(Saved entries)
<<<<
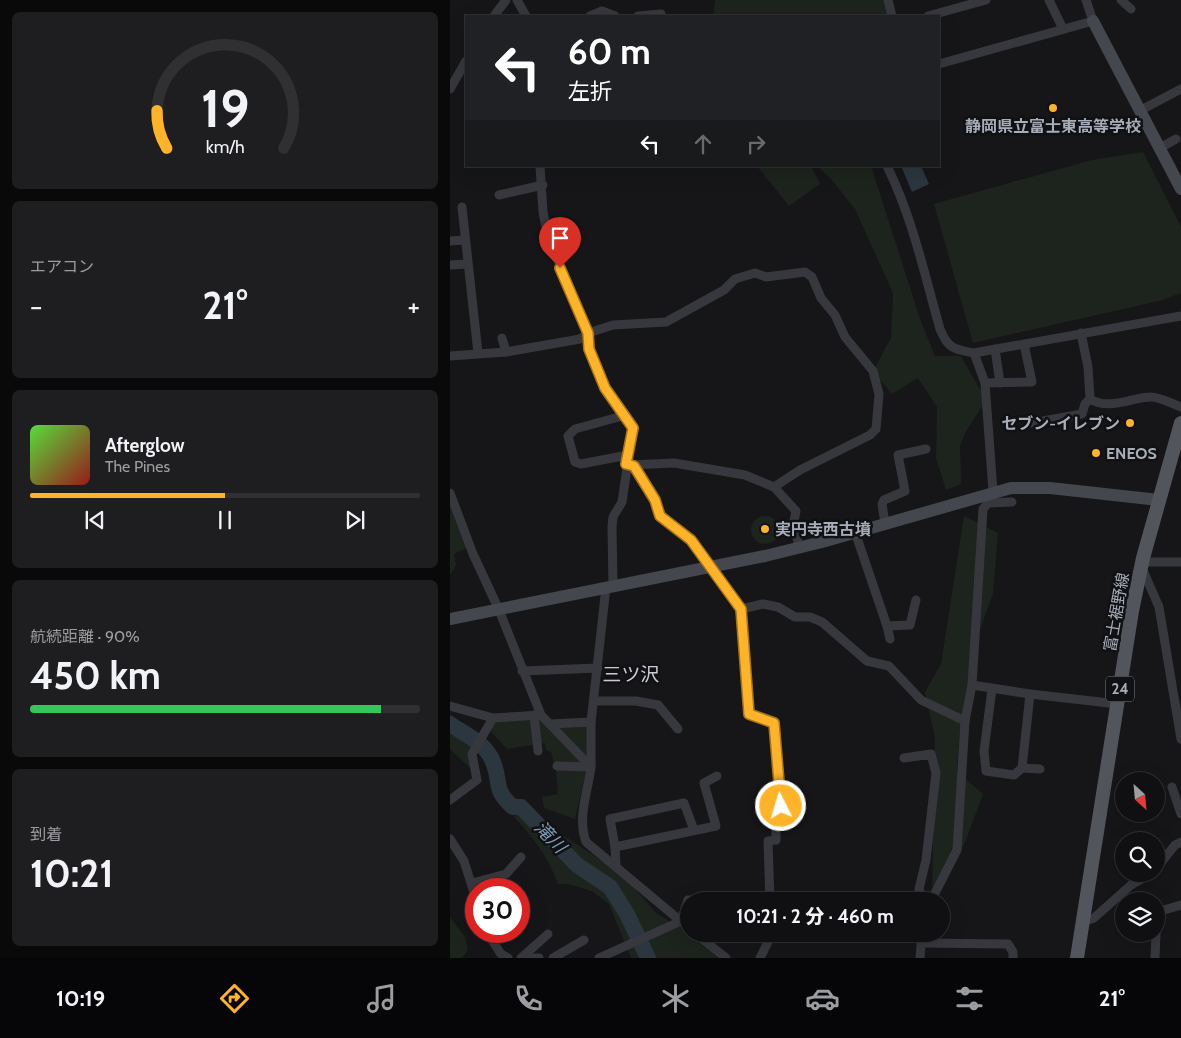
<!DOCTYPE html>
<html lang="ja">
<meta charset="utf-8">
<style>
:root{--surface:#101013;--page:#1e1e21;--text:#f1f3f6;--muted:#9c9da0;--line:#303033;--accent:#feb329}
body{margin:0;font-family:Cabin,"Noto Sans JP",sans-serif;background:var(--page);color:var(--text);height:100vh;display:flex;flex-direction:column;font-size:19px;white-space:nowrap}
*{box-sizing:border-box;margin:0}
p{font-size:16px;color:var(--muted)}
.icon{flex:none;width:28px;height:28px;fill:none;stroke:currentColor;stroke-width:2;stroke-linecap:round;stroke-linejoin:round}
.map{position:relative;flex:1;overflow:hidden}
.details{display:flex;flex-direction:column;gap:12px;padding:12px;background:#09090a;width:450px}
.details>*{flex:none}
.hud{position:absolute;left:15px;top:15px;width:475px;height:152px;border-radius:0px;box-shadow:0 5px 20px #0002,0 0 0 1px var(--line);background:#202124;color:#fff;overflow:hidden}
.needle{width:32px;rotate:154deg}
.buttons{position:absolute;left:665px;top:772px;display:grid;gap:10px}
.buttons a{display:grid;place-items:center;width:50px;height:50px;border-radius:50%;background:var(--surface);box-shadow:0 5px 20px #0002,0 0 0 1px var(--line);font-size:25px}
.speed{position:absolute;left:15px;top:878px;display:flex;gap:10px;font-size:25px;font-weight:700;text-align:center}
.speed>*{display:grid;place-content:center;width:65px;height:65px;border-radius:50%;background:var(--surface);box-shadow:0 5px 20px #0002,0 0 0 1px var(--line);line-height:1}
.speed .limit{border:8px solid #d22;background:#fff;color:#111}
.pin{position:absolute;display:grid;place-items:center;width:42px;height:42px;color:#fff;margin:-51px -21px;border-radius:50% 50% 50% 0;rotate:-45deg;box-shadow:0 0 5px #0007}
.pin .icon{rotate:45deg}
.me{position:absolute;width:55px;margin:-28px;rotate:355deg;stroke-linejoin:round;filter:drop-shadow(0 0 4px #0008)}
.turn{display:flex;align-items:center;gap:18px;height:105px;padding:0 20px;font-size:22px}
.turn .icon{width:65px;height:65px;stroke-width:2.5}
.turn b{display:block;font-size:35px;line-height:42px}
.lanes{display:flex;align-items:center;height:48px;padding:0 20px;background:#0003;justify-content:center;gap:25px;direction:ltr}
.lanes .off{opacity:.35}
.big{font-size:38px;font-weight:800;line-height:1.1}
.details .card{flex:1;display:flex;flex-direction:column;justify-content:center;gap:8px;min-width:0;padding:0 18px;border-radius:8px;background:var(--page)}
.details .dial{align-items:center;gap:0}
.dial svg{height:130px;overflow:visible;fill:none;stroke:var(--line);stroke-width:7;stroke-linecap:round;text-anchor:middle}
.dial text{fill:var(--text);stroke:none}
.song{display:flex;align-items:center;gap:15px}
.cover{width:60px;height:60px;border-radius:8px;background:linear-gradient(135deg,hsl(110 70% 55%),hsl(0 70% 35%))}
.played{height:5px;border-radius:2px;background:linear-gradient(90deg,var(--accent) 50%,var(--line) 50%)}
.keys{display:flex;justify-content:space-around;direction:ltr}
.heat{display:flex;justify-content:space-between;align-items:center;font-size:28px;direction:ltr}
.charge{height:8px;border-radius:4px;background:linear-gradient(90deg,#34c759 90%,var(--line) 0)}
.trip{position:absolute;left:230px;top:892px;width:270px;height:50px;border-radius:25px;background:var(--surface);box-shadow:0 5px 20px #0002,0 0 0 1px var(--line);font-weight:800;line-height:50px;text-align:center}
.tabs{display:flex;height:80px;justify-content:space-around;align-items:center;background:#060608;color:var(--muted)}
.tabs .icon{width:35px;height:35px}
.tabs .active{color:var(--accent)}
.tabs b{font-size:22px;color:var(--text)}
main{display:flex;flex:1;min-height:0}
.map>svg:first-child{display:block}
.green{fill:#1c241d}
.water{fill:#2b363e}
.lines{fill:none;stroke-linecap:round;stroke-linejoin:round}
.river{stroke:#2b363e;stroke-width:16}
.street{stroke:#37383e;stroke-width:9}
.secondary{stroke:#45474e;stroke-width:12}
.primary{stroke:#53555d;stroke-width:14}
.route-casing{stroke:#a5741b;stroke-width:12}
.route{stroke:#feb329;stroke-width:9}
.poi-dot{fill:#feb329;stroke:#111114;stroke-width:2}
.labels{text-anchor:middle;stroke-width:5;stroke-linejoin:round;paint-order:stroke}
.shield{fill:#111114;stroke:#7a7e88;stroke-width:1}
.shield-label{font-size:15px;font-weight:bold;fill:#a7adb9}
.poi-label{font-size:16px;font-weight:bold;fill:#a7adb9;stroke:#111114;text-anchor:start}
.street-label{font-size:16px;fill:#a7adb9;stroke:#111114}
.water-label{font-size:18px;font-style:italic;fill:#7c9cb7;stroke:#111114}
.quarter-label{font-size:19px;fill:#c9ccd5;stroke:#111114}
</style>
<main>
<section class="details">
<div class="card dial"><svg viewBox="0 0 100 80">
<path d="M14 69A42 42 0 1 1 86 69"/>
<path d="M14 69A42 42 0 0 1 8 46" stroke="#feb329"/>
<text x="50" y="56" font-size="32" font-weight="700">19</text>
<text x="50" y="72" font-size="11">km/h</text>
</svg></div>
<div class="card"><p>エアコン</p>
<div class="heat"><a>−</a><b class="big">21°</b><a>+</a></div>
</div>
<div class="card">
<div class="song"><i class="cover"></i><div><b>Afterglow</b><p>The Pines</p></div></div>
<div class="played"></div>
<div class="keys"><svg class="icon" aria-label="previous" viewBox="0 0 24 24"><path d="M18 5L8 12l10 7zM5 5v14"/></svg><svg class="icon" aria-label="pause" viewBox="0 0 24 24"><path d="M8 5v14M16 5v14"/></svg><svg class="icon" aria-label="next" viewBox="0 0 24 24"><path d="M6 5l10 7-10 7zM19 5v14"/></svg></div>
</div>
<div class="card"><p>航続距離 · 90%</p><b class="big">450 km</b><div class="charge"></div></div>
<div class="card"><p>到着</p><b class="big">10:21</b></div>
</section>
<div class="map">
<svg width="731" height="958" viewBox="0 0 731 958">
<rect width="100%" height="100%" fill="#161619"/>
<g class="green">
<polygon points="265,0 436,0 440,16 263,16"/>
<polygon points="693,152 731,227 731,293 713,300 523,343 484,204 642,160"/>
<polygon points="307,166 361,166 370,184 339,206"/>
<polygon points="367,166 421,166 470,319 485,356 511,356 536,400 518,428 510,445 511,484 496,490 486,458 487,407 468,378 442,394 423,371 441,338 443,293 405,209 381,179"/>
<polygon points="0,504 17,548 4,554 6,566 0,574"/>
<circle cx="315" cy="530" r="14"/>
<path d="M514 516 548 533 543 593 525 644 529 651C516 691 508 730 507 772L533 794 514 845 482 899 485 738 475 692 491 664Z"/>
<polygon points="0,714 26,735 20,768 0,749"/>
<polygon points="88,718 98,726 138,724 135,776 125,819 94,808 92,797 108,794 106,771 101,752 96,750 95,743 57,749 41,732 43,720"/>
<path d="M73 809 172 874 206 913 231 928 268 958H181L159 904 142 891 118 884H108C99 858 83 837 64 817Z"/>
<polygon points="0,917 15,937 18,950 12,958 0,958"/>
</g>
<polygon class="water" points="451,166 471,166 479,184 462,192"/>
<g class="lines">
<path class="river" d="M0 724C16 735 36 743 43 762 52 784 42 788 63 807H71L127 865 160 887 177 914 198 958"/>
<g class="street">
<polyline points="67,0 76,16"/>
<polyline points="438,0 442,16"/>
<polyline points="599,0 613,29"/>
<polyline points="671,0 681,9"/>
<polyline points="44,16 56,0"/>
<polyline points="140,16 152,11 165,16"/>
<polyline points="188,16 211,14"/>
<polyline points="478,16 536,0"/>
<polyline points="489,64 643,21 636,0"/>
<polyline points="0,89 16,61"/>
<polyline points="691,110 731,89"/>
<polyline points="710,148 726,139"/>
<polyline points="90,166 93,212 98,237 138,333 139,349 155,388 176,415 183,428 172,502 163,517 162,527 163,585"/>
<path d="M437 166C463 219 474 273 490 329 498 349 504 349 524 353L731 316"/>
<polyline points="49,195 93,185"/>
<polyline points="12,207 28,353"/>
<polyline points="0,241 15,240"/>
<polyline points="0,265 16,264"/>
<polyline points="52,338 56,352"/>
<polyline points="545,349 550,383"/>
<polyline points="524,353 535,383 543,491 541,496"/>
<polyline points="0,356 56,352 130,339 138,333 163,325 216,322 274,290 285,279 305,273 316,277 355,272 362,277 371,298 385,315 395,337 423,371 429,394 426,429 420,435 350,470 324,487"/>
<polyline points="535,383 582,382 574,344"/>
<path d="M640 399C659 411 682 397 701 397 710 397 722 404 731 407"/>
<polyline points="176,415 125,429 118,436 125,462 131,464 178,455"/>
<polyline points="582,423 632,414 635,404 640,399 638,367 631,333"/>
<polyline points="180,465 224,463 295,475 324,487 346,511 343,526 350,548"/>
<polyline points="184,466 205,500 210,516 241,540 291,609 299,714 324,723 331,806 326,815 326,840 318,841 320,901"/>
<path d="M0 493 23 554 49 610 91 715 141 767C138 791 127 818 136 842L239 928"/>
<polyline points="435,523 432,504 434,500 455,491 448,455 476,449"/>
<polyline points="405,532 437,626 460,625 466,600"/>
<polyline points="693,562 731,562"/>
<polyline points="692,568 709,607 731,739"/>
<polyline points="291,609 313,604 328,607 345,617 360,617 372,622 417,661 439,666 471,700 515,721"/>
<polyline points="437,626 440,639"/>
<polyline points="72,671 148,668"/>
<polyline points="522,685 580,694 668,704"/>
<polyline points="542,689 534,751 536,771 564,775 572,768 580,694"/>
<polyline points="145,701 186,701 208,705 228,729"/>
<polyline points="0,706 43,718"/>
<polyline points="84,715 88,751"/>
<polyline points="100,724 141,722"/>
<polyline points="454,758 481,754 486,773 476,860 469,889 474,901"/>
<polyline points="107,766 141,767 141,722 156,587"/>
<polyline points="572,768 590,769"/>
<polyline points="722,787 731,814"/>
<polyline points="0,800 27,780 22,754 43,718 91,715"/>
<polyline points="0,839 14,861 26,899"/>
<polyline points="165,847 160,819 234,803 244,830"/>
<polyline points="166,865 165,847 266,826 254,783 267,776"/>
<polyline points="706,869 725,845 731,842"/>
<polyline points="22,883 56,874 71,857"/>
<polyline points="481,901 507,850 515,721 522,685 533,509 538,503 562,502"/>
<polyline points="69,903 75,901"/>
<polyline points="632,922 644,918 681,885 700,874"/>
<polyline points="36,931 51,954 58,958"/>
<polyline points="706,933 707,912 731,905"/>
<polyline points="246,934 276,958"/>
<polyline points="471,943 558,944 563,952 563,958"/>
<polyline points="71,958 98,934"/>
<polyline points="81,958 89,958"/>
<polyline points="103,958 134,940"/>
<polyline points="149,958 231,921 238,900 278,901"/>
<polyline points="310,958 322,934"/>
<polyline points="470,958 472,934"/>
<polyline points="705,958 706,934"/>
</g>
<g class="secondary">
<polyline points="643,21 731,189"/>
<polyline points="0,619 315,556 372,542 561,488 600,488 709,500"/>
</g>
<polyline class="primary" points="627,958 682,611 693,558 731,423"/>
</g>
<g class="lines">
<defs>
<polyline id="route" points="110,268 138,333 139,349 155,388 183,428 176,464 184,466 205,500 210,516 241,540 291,609 299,714 324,723 331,806"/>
</defs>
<use href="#route" class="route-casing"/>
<use href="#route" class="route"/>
</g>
<g class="poi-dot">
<circle cx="603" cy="108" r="5"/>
<circle cx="680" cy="423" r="5"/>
<circle cx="646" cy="453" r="5"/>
<circle cx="315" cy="529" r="5"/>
</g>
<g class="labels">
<rect class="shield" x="656" y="676.5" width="28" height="25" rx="4"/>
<g class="shield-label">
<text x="670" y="694">24</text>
</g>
<g class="poi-label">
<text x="603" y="132" text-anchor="middle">静岡県立富士東高等学校</text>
<text x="670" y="429" text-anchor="end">セブン-イレブン</text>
<text x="656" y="459">ENEOS</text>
<text x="325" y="535">実円寺西古墳</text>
</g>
<g class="street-label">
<text transform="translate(666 612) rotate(-80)" y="6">富士裾野線</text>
</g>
<g class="water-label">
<text transform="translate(100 837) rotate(46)" y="6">滝川</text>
</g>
<g class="quarter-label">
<text x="181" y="681">三ツ沢</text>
</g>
</g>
</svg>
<div class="buttons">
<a><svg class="needle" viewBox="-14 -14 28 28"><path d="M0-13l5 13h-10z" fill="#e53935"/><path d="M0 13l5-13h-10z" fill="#9c9da0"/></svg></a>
<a><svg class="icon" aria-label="search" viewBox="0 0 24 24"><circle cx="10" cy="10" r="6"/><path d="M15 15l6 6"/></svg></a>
<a><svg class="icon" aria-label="layers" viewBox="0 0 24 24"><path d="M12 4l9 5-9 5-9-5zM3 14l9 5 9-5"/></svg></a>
</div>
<div class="speed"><div class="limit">30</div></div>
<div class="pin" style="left:110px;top:268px;background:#d93025"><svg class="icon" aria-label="arrive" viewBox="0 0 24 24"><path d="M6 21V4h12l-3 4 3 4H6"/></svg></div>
<svg class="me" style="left:331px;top:806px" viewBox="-20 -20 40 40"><circle r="17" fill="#feb329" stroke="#fff" stroke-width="3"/><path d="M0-11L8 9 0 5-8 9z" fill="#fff"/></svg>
<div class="trip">10:21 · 2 分 · 460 m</div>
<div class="hud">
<div class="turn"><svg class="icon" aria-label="left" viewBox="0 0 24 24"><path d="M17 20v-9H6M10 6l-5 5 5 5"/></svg><div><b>60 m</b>左折</div></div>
<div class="lanes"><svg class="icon" aria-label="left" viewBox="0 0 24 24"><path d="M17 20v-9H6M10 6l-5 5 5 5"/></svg><svg class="icon off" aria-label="ahead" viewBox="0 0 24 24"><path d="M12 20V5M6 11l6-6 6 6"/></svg><svg class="icon off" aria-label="right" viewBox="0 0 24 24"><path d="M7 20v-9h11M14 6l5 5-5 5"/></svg></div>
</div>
</div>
</main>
<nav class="tabs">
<b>10:19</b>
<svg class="icon active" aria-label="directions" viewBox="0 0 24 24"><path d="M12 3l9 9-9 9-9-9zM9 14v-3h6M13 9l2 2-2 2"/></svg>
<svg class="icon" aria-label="music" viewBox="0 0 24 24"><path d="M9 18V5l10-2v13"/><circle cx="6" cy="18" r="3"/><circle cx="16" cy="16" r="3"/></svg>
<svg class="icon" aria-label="phone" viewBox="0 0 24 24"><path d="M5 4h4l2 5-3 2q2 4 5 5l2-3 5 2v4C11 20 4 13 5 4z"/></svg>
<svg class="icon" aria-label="climate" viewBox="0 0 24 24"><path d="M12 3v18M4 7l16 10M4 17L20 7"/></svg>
<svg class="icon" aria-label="car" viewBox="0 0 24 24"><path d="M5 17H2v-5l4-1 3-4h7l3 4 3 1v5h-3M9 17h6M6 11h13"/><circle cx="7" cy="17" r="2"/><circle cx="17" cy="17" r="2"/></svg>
<svg class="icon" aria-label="filters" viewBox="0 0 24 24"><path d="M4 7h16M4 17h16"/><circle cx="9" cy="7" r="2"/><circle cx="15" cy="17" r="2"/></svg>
<b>21°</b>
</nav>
>>>>
What you should do: Wherever a line in the records contains the word "hidden", copy that line.

Solution for this exercise:
.map{position:relative;flex:1;overflow:hidden}
.hud{position:absolute;left:15px;top:15px;width:475px;height:152px;border-radius:0px;box-shadow:0 5px 20px #0002,0 0 0 1px var(--line);background:#202124;color:#fff;overflow:hidden}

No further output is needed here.